В эту минуту боцман вспомнил, что и его звали в Кронштадт, и точно так, как и Пояркову, советовали скоро не возвращаться.
“Брешет”, — озлобленно подумал боцман и с особенным участием стал подбадривать рулевого. Он говорил, что больной скоро пойдет на поправку, его переведут в Севастополь, и жена тотчас же приедет к нему.
— Всего ведь восемь рублей переехать. Небось, найдет.
Больной любовно смотрел на боцмана и предложил ему, коли нужно, написать весточку в Кронштадт.
— Некому, — резко ответил боцман.
— Разве, Арсентий Иваныч, ты одинокий?
— Одинокий.
— Трудно, должно быть, одинокому, Арсентий Иваныч. То-то ты и не подаешь претензии на доктора. А то должны отправить. Нынче ведь права.
— Там видно будет. И давно ты женатый?
— Шесть лет, Арсентий Иваныч.
— Давно. По нынешним временам и вовсе много. А ты ишь какой благополучный.
И в голосе боцмана звучала завистливая нотка.

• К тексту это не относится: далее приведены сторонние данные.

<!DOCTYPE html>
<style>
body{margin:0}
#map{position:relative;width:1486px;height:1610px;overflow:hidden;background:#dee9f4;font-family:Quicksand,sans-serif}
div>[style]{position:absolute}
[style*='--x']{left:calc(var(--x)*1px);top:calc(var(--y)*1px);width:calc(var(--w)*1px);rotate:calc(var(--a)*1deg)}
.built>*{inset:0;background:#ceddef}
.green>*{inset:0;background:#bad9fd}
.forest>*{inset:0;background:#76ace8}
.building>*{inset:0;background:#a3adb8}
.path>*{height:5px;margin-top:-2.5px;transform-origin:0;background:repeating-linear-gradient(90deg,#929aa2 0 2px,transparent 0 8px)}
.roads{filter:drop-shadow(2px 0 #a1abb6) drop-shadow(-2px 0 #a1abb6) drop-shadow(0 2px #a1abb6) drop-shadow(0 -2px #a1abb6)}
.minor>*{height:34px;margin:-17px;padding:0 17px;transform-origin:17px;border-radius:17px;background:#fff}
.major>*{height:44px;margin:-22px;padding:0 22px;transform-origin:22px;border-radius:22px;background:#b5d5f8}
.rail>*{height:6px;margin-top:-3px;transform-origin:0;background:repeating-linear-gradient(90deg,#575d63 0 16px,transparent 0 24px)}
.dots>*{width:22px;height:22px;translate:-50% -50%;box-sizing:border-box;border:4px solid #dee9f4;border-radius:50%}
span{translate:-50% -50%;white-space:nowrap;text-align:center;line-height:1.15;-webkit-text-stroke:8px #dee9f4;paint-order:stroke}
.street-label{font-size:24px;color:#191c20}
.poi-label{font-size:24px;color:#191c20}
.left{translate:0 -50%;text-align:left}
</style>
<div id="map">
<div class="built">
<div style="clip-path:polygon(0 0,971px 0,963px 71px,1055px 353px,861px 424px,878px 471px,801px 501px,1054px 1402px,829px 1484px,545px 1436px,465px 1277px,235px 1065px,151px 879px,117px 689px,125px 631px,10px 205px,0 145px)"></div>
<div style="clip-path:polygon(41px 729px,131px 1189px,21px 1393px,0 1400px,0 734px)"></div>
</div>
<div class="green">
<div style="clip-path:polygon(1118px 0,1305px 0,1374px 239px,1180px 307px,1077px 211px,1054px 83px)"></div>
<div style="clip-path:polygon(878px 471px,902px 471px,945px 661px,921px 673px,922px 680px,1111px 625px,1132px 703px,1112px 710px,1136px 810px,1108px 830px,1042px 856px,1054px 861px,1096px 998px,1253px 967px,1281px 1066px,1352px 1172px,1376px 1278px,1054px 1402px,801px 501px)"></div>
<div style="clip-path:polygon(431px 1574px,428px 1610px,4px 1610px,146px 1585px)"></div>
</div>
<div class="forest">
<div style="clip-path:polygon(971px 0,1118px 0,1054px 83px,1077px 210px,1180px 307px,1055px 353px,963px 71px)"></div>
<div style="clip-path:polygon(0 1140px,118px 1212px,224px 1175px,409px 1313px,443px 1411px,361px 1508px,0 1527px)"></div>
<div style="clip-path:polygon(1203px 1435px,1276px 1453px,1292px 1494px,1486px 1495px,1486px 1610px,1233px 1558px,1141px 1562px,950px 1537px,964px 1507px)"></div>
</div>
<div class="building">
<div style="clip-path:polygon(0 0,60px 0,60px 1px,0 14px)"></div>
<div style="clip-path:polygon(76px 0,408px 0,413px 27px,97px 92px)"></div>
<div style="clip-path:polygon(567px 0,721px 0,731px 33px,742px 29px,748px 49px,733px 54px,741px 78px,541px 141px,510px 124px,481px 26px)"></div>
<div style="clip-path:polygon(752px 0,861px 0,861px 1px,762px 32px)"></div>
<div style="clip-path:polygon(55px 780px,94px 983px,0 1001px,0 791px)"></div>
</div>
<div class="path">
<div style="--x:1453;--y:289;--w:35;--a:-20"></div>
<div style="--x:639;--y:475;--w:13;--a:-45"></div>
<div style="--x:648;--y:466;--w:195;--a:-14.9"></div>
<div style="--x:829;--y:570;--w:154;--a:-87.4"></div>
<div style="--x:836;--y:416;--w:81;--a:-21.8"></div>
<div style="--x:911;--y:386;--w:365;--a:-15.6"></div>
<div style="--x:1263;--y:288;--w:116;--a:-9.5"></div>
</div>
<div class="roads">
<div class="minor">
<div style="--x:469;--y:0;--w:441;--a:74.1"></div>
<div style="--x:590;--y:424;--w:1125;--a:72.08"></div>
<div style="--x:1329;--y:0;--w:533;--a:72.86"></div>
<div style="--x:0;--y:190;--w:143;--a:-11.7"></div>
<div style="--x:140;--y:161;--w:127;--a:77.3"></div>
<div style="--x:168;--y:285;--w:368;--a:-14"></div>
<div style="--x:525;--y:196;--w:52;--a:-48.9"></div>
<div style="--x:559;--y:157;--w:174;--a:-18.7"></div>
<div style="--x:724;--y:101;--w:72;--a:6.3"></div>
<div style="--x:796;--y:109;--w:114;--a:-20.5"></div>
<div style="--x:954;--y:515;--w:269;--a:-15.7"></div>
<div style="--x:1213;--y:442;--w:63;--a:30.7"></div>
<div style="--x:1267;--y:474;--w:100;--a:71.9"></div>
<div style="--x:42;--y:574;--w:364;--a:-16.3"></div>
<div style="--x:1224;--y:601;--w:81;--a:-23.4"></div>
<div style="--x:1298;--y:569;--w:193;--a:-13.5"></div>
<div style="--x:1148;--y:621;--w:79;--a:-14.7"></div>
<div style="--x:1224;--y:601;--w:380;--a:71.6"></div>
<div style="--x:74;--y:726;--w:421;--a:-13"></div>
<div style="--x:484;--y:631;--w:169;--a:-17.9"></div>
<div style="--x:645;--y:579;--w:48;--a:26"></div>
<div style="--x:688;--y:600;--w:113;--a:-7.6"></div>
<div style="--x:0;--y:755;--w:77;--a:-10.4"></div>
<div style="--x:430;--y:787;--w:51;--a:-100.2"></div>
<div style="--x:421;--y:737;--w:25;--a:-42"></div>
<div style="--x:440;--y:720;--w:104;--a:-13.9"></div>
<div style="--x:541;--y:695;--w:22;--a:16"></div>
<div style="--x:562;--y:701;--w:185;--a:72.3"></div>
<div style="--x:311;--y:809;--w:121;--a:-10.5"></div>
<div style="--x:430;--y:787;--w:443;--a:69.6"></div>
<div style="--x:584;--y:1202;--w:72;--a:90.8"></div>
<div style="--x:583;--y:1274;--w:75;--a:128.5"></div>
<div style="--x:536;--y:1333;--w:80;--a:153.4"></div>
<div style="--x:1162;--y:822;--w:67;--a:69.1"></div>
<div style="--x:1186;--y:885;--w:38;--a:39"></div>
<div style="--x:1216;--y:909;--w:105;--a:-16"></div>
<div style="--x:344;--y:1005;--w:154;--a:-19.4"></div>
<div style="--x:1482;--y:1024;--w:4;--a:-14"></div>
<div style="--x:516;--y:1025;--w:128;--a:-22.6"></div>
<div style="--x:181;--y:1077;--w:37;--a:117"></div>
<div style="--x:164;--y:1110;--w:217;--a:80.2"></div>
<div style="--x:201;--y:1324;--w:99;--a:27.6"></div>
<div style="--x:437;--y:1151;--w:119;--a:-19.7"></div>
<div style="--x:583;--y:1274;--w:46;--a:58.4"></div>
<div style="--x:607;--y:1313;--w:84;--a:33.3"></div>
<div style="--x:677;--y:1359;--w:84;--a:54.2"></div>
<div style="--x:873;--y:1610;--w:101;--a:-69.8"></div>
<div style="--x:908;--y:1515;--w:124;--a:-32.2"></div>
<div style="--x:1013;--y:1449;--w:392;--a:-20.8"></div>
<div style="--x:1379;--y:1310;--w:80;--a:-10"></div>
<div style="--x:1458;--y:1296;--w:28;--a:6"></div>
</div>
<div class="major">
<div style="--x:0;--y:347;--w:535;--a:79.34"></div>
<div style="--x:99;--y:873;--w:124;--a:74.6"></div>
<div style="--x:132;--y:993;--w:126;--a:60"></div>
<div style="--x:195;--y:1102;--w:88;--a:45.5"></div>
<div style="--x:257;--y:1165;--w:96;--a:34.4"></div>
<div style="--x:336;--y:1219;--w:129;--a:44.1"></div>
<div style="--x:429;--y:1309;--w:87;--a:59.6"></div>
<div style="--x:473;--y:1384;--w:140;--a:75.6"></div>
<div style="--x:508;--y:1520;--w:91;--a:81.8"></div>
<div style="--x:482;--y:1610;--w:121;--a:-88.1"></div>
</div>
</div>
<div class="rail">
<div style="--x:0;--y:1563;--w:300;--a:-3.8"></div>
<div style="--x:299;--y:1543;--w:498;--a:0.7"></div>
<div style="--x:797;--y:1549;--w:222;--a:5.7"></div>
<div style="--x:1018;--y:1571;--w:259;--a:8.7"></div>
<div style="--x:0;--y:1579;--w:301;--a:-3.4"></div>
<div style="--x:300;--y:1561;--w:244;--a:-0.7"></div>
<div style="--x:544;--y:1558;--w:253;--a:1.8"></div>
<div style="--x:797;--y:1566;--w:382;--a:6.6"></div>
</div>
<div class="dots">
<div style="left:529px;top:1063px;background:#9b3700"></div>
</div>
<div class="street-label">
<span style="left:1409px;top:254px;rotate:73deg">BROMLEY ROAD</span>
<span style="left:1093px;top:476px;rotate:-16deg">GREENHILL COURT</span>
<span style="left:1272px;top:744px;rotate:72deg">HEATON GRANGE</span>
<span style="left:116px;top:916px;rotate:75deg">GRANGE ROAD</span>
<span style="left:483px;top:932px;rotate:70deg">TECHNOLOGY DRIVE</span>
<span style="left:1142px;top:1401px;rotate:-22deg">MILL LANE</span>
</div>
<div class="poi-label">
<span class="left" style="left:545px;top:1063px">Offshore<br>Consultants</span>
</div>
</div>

— Пофартило, Арсентий Иваныч. Да и чего, ежели по правде говорить, меня обманывать? Не привержена, так прямо и скажи. Больно, да зато сразу. По крайней мере совесть есть.
— Тут, братец ты мой, совесть совестью, а есть и другая загвоздка. Есть и такая баба, которая по совести виляет хвостом, и привержена, мол, а затем: простите, мол, ошиблась, очень, мол, душе больно. И духу в ей не хватит, что так, мол, и так — кум есть. А понять не может, как обидно, что она заметает хвосты. Да еще и тебя обвиноватит; ты, мол, зря обнадежен, не понимаешь, мол, какая я распронесчастная баба. И взаправду беда ей.
IX
Прошло три дня.
Боцману стало лучше. По ночам он тосковал по-прежнему, но галлюцинаций не было. Доктор “Нырка” раз посетил боцмана и сказал ему, что он глядит совсем молодцом. Скоро будет здоров вполне.
“Так и ври, зуда. От себя не убежишь”.
И, обратившись к доктору, сказал:
— Дозвольте явиться на “Нырок”.
— Как, что, почему? — засуетился доктор. — Ведь я тебе говорил, что здесь лучше. Разве здесь нехорошо?
— Дозвольте явиться на “Нырок”, — снова и уже настойчиво проговорил боцман.